20 PASSOS PARA O BOM DIVÓRCIO – PASSO 15: O QUE FAZER COM A RAIVA

By Manual da Separação

A este altura dos passos sabemos o mal que a raiva provoca em todo o sistema familiar, o quanto dificulta a relação entre os pais e que dela os desdobramentos são sempre prejudiciais. Também sabemos que sentimentos originados de rupturas, como a raiva, fazem parte do contexto. Vindos de finais de expectativas de projetos de vida, de mágoas acumuladas, de fatos graves que tenham ocorrido e que provocam, inevitavelmente, desconforto na presença do outro e necessidade genuína de mostrar esta dor, enfrentar o outro e conflitar.  Muitas vezes, dando a sensação de que investir no conflito seria a melhor forma de dar conta de algo tão ruim.  

Se olharmos para estes sentimentos como algo esperado, normal para o processo, estaremos nos acolhendo e sabendo que com o devido tempo de cura, tudo irá se acalmar. O problema é quando a raiva ultrapassa o razoável: quando em detrimento dela, deixamos de proteger nossos filhos. Quando passa do ponto que define o que é nosso do que é deles. 

Independente do desfecho de cada relação, certamente os filhos não têm absolutamente nada a ver com isso. Assim, em casos em que a raiva esta desmedida, comprometendo o vinculo dos filhos com o outro, respingando dor em quem não deve carregar, precisaremos olhar com cuidado para ver se não há indicio de alienação parental ou, numa dose menor de sentir/agir, o quanto a busca por uma ajuda técnica poderá ajudar a ultrapassar este ponto de dor, facilitando a sua compreensão e a análise de todo o contexto do que a provoca. 

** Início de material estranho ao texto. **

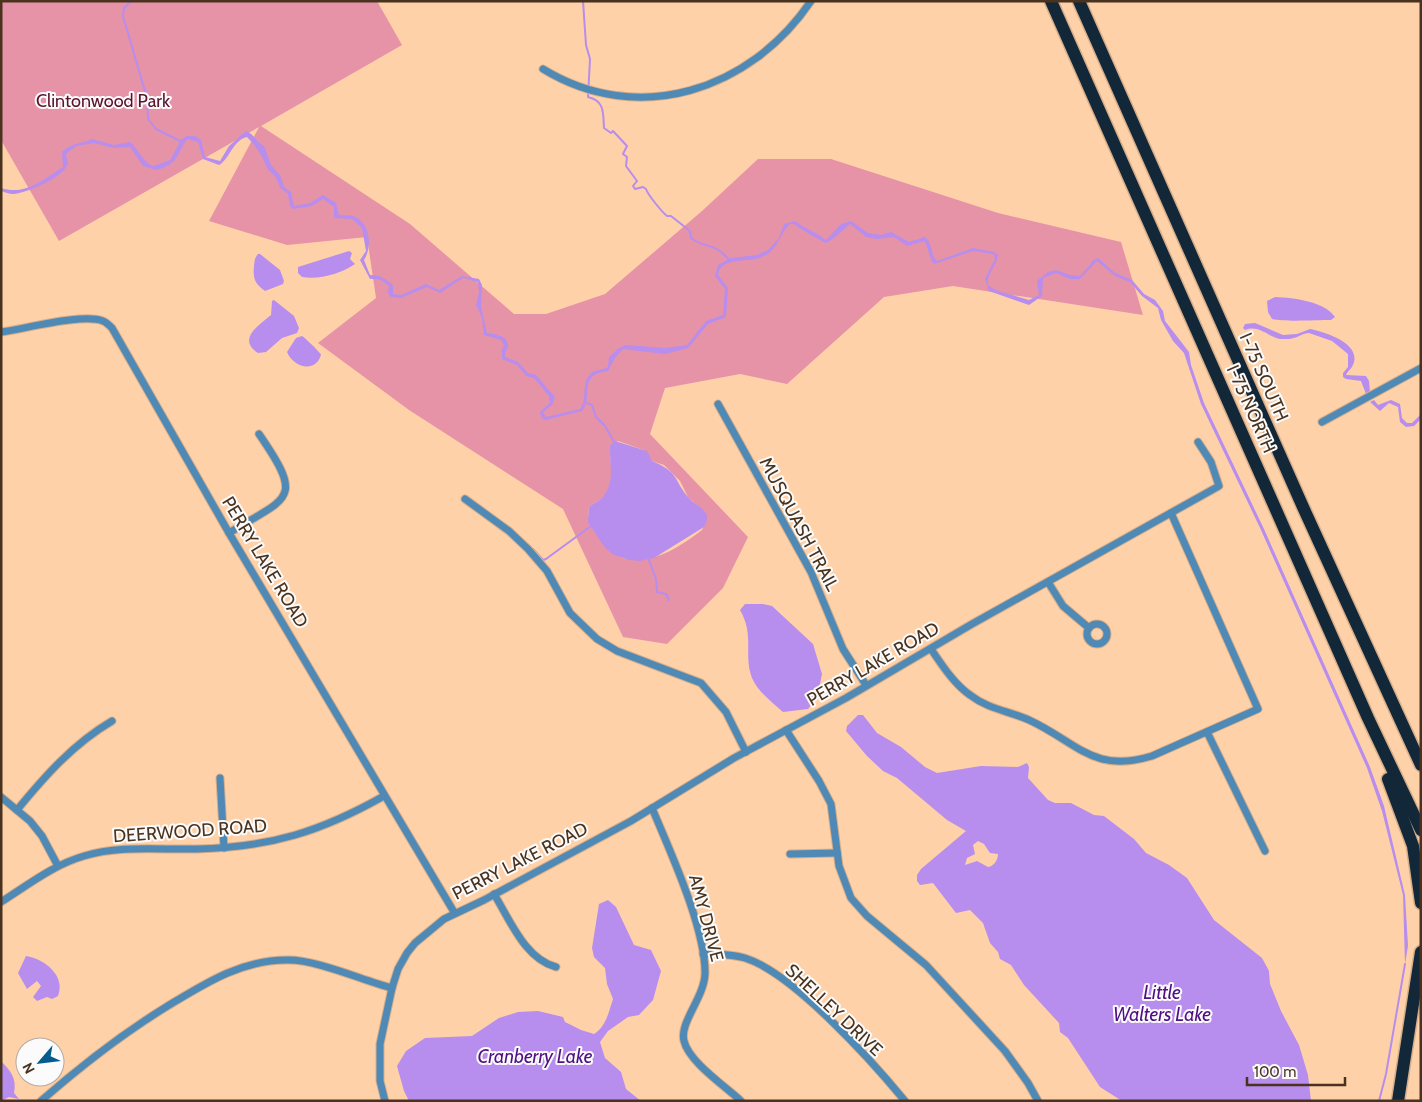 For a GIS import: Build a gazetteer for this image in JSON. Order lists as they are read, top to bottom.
{
  "streets": {
    "highway": ["I-75 SOUTH", "I-75 NORTH"],
    "street": [
      "MUSQUASH TRAIL",
      "PERRY LAKE ROAD",
      "DEERWOOD ROAD",
      "AMY DRIVE",
      "SHELLEY DRIVE"
    ]
  },
  "crossings": [
    ["MUSQUASH TRAIL", "PERRY LAKE ROAD"],
    ["PERRY LAKE ROAD", "DEERWOOD ROAD"],
    ["PERRY LAKE ROAD", "AMY DRIVE"],
    ["AMY DRIVE", "SHELLEY DRIVE"]
  ],
  "water": ["Little Walters Lake", "Cranberry Lake"],
  "parks": ["Clintonwood Park"],
  "scale_bar": "100 m",
  "north": "bottom left"
} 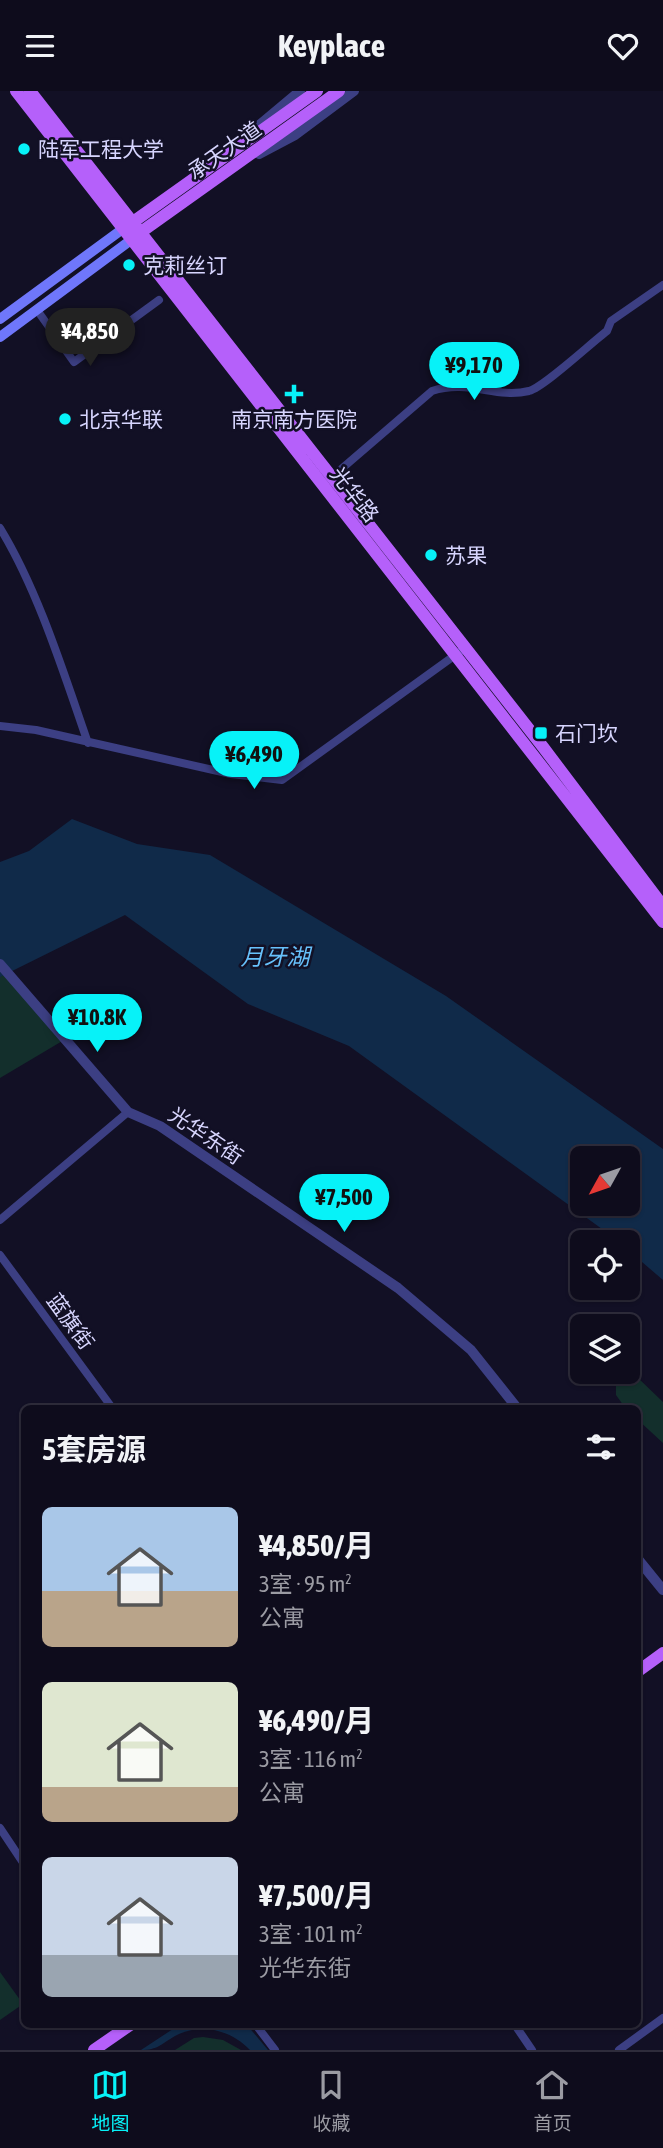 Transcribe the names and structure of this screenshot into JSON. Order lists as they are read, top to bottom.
{
  "streets": {
    "main road": ["承天大道", "光华路"],
    "street": ["光华东街", "蓝旗街"]
  },
  "crossings": [
    ["承天大道", "光华路"]
  ],
  "water": ["月牙湖"],
  "places": {
    "other": [
      "陆军工程大学",
      "克莉丝订",
      "北京华联",
      "苏果"
    ],
    "health": ["南京南方医院"],
    "transit": ["石门坎"]
  },
  "north": "bottom left",
  "page": {
    "header": "Keyplace",
    "price": [
      "¥4,850",
      "¥9,170",
      "¥6,490",
      "¥10.8K",
      "¥7,500"
    ],
    "heading": "5套房源",
    "list": [
      {
        "name": "¥4,850/月",
        "note": "3室 · 95 m² · 公寓"
      },
      {
        "name": "¥6,490/月",
        "note": "3室 · 116 m² · 公寓"
      },
      {
        "name": "¥7,500/月",
        "note": "3室 · 101 m² · 光华东街"
      }
    ],
    "tabs": ["地图", "收藏", "首页"]
  }
} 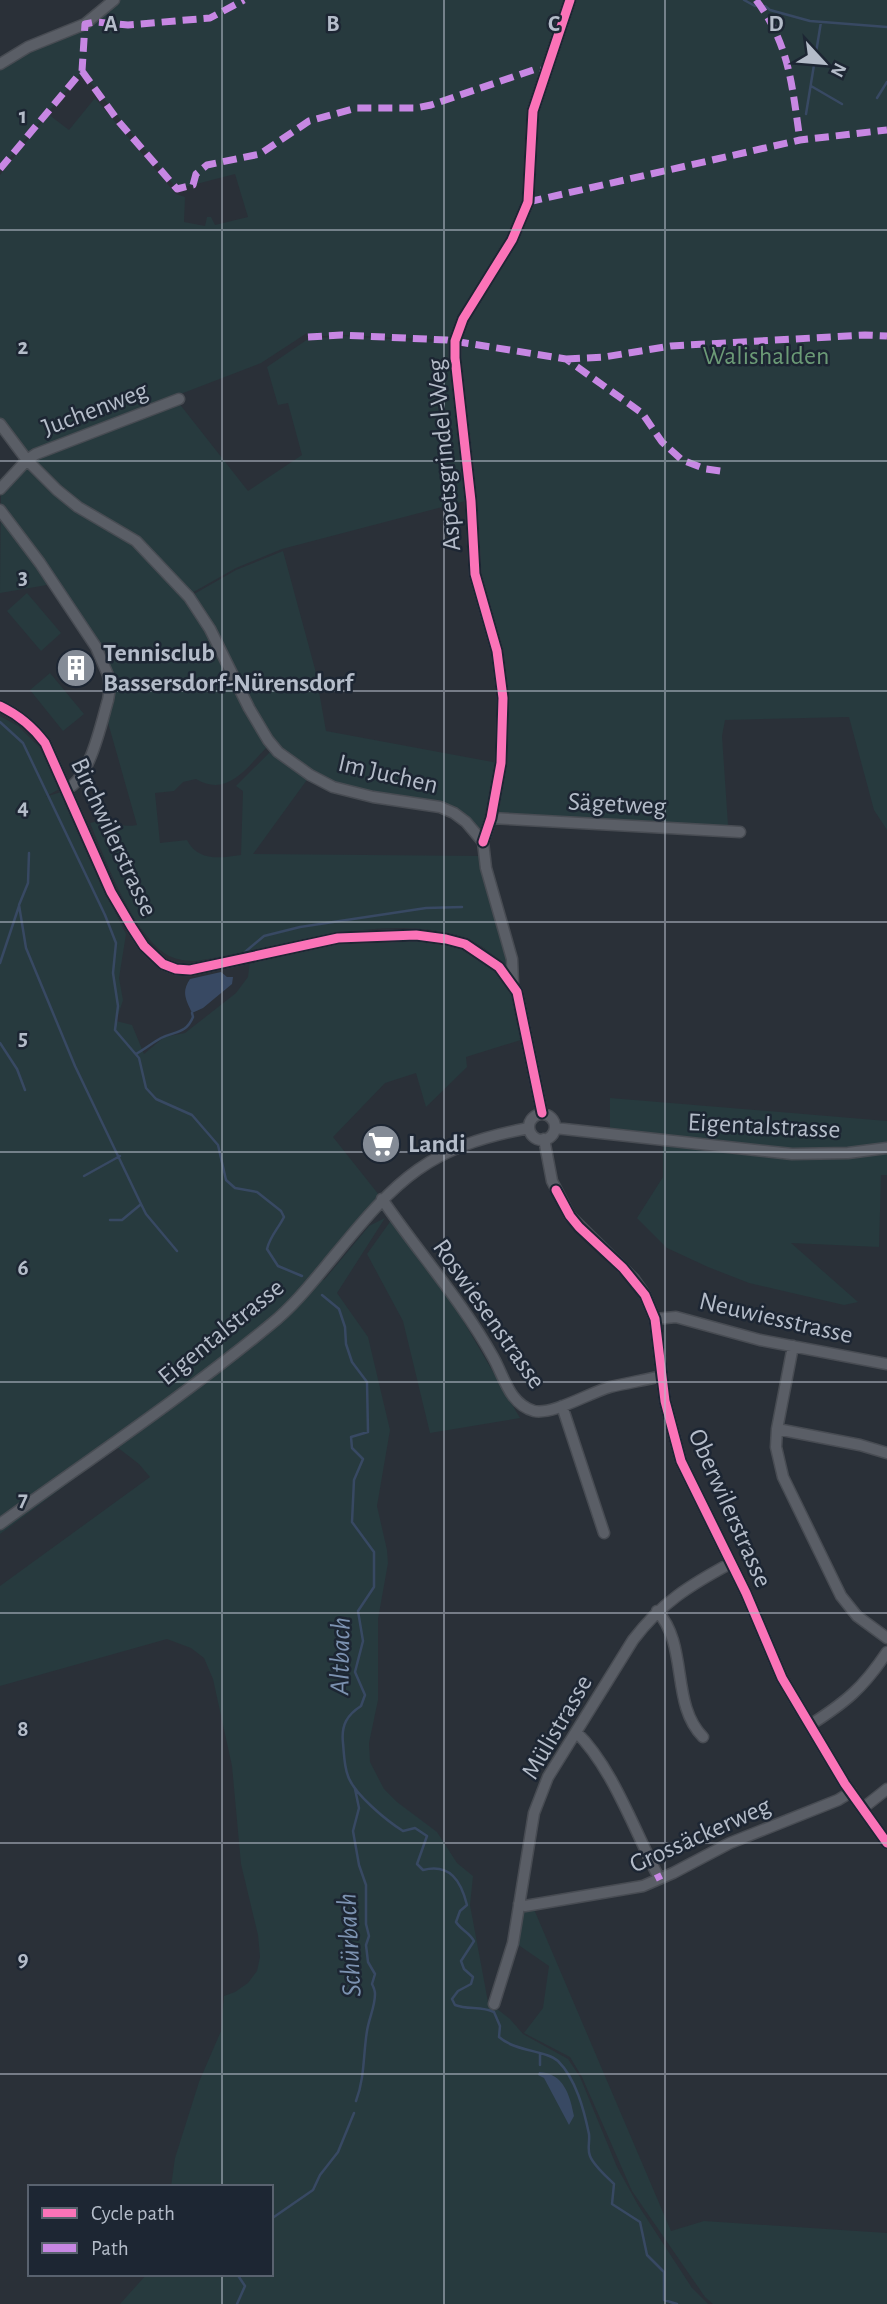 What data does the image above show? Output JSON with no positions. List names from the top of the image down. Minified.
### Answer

A raiva é um grande impeditivo para se fazer uma virada. Ela faz com que a gente se aprisione ao passado. Faz com que as pessoas não percebam nem as coisas boas que podem estar acontecendo ao redor delas mesmas. É uma prisão perigosa e que forma raízes profundas. 

É por ela que brigas judiciais são mantidas de forma interminável, por ela que identificamos impeditivos para fechamento de acordos, jogos de trapaças, investimento num ódio familiar para todo o sempre. E nisso, nesse tipo de relação comprometida não tem final feliz. As dores serão perpetuadas nos filhos e netos. E mais adiante, lá no finalzinho da vida, qual foi o ganho mesmo? 

Identificando este sentimento, nós o normalizamos, aprendendo a identificar a origem e a forma como atua e aí temos a possibilidade de domínio. Cabe a nós definirmos quem domina quem. Evitar revides, fugir de algumas armadilhas fazem parte de um planejamento de superação e proteção a uma relação que inevitavelmente se perpetuará no tempo. Se é inevitável, podemos viver melhor ou pior com ela. A decisão é nossa.